▶ **The data**
______________________________

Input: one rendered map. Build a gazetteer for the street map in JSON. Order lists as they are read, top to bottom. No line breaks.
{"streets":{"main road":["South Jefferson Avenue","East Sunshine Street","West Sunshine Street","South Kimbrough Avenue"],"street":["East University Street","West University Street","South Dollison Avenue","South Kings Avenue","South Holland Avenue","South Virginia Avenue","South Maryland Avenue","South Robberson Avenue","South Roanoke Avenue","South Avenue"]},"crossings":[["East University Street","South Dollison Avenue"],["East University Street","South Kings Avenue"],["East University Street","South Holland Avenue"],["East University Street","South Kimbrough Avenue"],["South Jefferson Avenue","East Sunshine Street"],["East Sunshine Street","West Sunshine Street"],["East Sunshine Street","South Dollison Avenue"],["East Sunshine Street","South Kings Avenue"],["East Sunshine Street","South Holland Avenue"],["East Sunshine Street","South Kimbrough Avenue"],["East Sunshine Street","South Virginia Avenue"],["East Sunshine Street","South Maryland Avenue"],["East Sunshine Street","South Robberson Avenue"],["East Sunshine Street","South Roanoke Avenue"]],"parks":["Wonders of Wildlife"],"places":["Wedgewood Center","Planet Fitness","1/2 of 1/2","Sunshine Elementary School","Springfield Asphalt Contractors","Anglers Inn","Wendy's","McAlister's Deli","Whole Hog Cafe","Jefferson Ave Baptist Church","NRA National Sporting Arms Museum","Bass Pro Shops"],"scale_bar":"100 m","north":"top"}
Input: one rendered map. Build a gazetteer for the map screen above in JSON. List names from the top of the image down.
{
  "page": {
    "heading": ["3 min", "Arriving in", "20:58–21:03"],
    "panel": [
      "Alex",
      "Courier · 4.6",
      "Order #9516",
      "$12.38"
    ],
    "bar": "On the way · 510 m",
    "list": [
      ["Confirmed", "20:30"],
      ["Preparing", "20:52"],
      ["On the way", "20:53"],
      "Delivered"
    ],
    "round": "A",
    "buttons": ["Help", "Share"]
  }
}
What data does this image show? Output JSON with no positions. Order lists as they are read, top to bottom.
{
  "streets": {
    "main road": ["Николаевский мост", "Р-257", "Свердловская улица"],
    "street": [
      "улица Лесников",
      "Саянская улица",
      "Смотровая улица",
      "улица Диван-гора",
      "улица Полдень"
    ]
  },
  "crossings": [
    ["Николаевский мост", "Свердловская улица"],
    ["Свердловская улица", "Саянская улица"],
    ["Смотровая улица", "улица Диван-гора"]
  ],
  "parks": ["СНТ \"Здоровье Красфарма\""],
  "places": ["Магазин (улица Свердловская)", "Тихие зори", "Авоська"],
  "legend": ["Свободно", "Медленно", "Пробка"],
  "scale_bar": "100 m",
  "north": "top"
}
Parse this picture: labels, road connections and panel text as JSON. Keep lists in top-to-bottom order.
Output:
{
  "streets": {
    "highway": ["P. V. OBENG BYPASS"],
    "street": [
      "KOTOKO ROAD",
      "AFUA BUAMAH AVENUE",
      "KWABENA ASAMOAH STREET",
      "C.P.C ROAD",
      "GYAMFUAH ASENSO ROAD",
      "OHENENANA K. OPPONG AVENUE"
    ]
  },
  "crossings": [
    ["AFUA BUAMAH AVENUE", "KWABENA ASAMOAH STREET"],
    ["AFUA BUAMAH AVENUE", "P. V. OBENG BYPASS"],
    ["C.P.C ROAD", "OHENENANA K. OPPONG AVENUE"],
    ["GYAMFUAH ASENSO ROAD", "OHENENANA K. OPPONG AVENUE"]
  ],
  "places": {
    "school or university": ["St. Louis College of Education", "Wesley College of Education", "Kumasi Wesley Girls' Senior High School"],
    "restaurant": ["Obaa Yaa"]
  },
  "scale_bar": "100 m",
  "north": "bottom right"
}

______________________________

▶ **What is being asked**
Search the entries for the word "ASENSO", then copy every line in which it is found.

▶ **Written solution**
      "GYAMFUAH ASENSO ROAD",
    ["GYAMFUAH ASENSO ROAD", "OHENENANA K. OPPONG AVENUE"]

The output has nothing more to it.